Because of this win and his new way of thinking, it only made sense for him to move on to qualify for the Soviet Chess Championship in 1978, at the ripe old age of just fifteen.  He became the como bajar de peso youngest player ever to compete at that level.  He went on to win a sixty four player Swiss system tournament in Daugavpils in a tiebreaker from Igor V. Ivanov.  This allowed him to take the only qualifying spot.
It did not take long for Kasparov to rise through the ranks of the FIDE rankings of the World Chess Federation.  Due in part to an oversight on the part of the Russian Chess Federation, he took part in the Banja Luka, Bosnia and Herzegovina Grandmaster tournament in 1979.  This took place while still being listed as unrated, as he was filling in for Viktor Korchnoi who was invited to play in the tournament but decided not to take part due to a threat of boycott from the Soviet Union.  Kasparov won this important tournament and came out with a rating of 2595, while provisional; it was enough to get him pastillas para bajar de peso into the top level of chess players.  The following year, 1980, he took part in the World Junior Chess Championship in Dortmund, West German and won.  Later the same year, he debuted as a second reserve player for the Soviet Union at the Chess Olympiad at La Valletta, Malta, leaving there with a Grandmaster title.

With all of these amazing accomplishments it should come as no surprise that at the age of como bajar de peso rapido  twenty two, Kasparov became the youngest undisputed World Chess Champion in the year 1985.  He held this official FIDE world title until the year 1993, when a disagreement with the FIDE caused him to leave and set up his own organization known as the Professional Chess Association.  He still held the classical World Chess Championship until 2000 when he was defeated by Vladimir Kramnik.  Kasparov is also known as the first world chess champion to lose under standard time controls to a computer.  This took place when he lost in 1997 to Deep Blue.

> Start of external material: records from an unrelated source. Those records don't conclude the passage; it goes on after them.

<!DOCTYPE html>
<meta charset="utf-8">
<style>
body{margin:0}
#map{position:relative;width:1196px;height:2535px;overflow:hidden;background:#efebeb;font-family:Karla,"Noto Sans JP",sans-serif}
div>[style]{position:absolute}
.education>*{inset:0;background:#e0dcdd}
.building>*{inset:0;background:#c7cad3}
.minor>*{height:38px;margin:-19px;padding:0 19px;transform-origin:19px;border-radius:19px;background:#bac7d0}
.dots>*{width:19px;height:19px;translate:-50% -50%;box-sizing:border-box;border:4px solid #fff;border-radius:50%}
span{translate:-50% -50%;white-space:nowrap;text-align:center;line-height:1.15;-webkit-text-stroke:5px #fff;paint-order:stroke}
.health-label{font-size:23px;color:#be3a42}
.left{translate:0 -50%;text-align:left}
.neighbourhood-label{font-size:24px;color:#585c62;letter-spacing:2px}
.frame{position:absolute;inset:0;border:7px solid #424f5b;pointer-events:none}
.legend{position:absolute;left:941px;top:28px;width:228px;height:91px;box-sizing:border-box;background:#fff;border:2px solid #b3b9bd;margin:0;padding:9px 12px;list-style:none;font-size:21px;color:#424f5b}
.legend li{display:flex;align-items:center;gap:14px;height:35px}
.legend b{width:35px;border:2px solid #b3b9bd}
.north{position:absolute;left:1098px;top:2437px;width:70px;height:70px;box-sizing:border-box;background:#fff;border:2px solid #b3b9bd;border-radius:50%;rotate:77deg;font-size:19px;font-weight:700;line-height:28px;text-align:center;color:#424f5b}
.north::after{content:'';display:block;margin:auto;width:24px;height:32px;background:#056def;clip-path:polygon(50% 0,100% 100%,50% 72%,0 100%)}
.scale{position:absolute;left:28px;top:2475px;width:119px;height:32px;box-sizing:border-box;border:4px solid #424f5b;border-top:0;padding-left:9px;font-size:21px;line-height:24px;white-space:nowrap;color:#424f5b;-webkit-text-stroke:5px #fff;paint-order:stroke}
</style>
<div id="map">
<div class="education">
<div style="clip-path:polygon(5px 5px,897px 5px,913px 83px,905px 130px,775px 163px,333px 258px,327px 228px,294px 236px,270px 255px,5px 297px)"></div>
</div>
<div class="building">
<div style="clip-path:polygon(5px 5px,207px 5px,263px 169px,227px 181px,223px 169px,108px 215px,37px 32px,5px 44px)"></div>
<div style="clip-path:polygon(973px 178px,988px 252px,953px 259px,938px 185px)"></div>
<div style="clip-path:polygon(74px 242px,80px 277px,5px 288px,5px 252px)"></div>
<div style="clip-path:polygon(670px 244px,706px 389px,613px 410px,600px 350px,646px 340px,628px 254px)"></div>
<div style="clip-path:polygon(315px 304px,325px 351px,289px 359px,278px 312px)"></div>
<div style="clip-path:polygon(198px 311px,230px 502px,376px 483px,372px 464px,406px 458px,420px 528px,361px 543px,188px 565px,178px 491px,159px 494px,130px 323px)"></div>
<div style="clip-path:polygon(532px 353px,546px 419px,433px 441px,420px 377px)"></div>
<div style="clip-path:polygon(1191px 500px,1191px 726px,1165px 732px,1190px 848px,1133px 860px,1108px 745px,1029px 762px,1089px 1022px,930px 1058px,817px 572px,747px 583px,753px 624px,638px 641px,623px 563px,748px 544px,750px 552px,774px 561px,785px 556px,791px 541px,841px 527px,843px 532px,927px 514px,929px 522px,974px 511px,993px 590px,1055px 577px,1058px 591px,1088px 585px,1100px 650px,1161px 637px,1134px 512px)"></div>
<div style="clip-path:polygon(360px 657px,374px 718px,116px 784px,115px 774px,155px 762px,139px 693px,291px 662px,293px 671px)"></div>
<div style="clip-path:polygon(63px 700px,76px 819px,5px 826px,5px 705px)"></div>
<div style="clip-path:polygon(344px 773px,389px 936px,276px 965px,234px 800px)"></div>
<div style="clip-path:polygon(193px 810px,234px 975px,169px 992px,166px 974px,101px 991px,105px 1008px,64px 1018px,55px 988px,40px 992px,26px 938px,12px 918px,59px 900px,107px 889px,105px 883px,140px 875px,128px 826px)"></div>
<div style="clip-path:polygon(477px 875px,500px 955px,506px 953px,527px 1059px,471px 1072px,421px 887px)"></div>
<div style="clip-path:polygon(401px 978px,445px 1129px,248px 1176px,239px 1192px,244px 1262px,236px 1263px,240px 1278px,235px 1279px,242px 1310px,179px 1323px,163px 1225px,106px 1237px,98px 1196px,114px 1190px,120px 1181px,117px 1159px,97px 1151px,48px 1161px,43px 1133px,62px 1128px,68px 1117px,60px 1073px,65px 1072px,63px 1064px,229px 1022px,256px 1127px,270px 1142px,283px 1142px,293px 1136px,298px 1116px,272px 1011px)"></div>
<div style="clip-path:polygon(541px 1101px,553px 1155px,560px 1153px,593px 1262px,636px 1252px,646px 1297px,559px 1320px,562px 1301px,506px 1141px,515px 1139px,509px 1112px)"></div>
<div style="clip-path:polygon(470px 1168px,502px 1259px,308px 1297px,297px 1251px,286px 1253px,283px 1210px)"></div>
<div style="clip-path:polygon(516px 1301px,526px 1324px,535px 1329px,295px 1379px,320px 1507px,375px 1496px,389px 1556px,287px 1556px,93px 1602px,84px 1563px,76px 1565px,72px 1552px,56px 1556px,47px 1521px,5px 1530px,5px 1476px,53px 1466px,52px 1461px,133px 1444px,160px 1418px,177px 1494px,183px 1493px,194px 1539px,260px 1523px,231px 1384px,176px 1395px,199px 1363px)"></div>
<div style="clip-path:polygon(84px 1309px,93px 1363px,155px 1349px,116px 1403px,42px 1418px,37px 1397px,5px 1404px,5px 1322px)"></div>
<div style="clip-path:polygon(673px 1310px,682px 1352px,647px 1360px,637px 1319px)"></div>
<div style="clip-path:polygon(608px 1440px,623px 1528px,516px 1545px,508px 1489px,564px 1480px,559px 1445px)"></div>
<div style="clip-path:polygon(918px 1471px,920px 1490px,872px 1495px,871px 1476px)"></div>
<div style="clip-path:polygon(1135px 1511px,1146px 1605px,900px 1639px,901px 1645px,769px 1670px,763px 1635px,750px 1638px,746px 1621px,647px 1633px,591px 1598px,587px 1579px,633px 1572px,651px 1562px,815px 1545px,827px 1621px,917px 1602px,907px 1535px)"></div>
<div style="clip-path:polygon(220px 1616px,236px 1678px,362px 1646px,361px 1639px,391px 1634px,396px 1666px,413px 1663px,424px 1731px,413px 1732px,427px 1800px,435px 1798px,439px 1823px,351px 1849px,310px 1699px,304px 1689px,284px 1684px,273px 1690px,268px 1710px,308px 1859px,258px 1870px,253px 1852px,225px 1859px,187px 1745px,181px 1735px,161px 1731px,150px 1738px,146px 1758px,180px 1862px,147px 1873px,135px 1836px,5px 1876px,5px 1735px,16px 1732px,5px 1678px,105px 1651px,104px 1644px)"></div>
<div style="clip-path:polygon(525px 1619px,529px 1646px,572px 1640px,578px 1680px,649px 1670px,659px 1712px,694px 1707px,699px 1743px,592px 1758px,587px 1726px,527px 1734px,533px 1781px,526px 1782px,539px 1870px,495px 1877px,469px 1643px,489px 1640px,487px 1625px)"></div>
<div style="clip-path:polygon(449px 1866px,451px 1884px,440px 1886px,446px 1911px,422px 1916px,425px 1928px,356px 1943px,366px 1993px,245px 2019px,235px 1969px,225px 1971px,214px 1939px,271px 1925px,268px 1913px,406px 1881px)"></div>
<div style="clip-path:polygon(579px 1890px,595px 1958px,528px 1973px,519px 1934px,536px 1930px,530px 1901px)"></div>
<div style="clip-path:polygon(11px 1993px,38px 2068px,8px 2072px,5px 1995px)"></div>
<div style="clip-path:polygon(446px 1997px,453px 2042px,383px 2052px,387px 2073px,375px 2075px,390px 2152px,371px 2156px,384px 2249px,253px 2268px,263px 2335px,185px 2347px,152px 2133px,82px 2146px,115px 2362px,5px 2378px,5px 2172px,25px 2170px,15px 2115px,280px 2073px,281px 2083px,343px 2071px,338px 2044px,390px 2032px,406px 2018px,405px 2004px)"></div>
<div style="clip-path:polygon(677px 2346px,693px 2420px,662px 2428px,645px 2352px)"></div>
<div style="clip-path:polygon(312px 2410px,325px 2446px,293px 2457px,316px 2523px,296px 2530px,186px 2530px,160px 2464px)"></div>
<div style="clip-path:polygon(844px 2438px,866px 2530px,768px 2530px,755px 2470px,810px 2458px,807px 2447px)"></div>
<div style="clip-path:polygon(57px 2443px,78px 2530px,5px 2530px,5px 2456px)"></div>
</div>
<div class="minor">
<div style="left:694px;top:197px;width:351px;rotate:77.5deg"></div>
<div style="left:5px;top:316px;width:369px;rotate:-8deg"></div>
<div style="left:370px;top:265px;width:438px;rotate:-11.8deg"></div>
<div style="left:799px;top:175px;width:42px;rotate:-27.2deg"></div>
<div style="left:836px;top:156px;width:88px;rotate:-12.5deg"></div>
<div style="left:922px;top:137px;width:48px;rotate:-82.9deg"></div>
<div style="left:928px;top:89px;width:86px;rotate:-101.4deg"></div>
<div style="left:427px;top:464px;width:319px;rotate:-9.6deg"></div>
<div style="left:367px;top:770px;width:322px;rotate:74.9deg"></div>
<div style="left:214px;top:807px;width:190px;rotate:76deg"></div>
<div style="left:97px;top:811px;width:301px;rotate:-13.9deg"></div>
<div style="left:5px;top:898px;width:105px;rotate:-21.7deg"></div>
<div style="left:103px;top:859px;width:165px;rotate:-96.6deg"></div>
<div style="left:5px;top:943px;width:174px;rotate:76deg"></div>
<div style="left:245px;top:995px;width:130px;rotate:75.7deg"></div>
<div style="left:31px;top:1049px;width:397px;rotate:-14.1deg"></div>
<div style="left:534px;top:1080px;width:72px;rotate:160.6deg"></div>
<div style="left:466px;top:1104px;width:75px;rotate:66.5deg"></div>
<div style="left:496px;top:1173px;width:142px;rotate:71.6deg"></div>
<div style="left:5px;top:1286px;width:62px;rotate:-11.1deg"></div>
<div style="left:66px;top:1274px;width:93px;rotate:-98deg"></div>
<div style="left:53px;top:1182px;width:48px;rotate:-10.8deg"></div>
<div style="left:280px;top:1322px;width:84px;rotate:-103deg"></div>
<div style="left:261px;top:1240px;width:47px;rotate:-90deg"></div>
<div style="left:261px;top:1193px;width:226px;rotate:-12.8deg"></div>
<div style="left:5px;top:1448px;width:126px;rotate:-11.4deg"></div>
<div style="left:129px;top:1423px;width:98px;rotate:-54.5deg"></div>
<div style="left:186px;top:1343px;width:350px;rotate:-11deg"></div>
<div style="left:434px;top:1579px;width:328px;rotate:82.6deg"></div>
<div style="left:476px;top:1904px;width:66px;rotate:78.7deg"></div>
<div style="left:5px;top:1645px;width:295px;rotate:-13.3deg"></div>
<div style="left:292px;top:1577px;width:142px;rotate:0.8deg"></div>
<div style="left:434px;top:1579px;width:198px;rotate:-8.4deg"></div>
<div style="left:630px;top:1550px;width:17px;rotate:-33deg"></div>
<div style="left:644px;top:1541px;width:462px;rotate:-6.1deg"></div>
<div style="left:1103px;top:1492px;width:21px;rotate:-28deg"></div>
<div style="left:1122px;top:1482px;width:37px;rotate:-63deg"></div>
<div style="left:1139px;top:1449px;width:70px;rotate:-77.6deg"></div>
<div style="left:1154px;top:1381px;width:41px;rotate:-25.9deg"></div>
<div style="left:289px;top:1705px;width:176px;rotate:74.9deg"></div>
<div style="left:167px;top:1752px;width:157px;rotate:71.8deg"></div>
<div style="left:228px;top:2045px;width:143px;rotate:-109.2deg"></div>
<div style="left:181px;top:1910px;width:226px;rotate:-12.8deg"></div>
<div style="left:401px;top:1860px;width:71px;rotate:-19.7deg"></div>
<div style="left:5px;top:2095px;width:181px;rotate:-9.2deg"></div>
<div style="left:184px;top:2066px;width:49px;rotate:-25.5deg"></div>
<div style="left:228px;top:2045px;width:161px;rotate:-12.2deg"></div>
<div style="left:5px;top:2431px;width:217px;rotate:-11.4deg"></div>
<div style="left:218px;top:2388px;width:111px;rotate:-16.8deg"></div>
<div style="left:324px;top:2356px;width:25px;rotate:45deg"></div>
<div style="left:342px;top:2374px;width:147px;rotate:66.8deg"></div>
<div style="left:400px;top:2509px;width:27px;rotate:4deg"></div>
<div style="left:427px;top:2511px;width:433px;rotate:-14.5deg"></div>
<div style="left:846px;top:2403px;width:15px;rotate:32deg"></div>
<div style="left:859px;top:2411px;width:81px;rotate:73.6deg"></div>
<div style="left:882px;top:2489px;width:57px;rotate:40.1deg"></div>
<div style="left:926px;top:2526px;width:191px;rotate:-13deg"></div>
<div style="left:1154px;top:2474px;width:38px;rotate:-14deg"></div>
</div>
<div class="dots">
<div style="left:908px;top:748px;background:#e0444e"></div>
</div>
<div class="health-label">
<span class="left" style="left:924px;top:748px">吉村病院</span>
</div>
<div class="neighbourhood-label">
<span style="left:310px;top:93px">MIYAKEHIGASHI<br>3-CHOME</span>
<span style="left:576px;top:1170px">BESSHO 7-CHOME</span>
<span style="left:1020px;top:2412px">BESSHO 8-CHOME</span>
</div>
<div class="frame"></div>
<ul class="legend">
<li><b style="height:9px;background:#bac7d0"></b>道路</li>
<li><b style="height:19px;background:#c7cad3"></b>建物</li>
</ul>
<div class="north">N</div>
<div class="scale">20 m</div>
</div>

As far as ratings are concerned, Kasparov has been rated world number one on the Elo rating almost without interruption from 1986 until the time he retired in 2005.  He still holds the all time highest rating of 2851, and was the world number one ranked player for a total of two hundred and fifty five months, nearly three times longer than Anatoly Karpov, his closest rival.

On March 10, 2005, Kasparov announced he would be retiring from professional chess in order to focus on writing and politics.  He has gone on to form the United Civil Front movement, and has become a member of The Other Russia, a coalition that is against Vladimir Putin’s administration.  He withdrew as a presidential candidate, because Russian support for Kasparov is low, although he is regarded as a symbol of opposition to Putin in the West.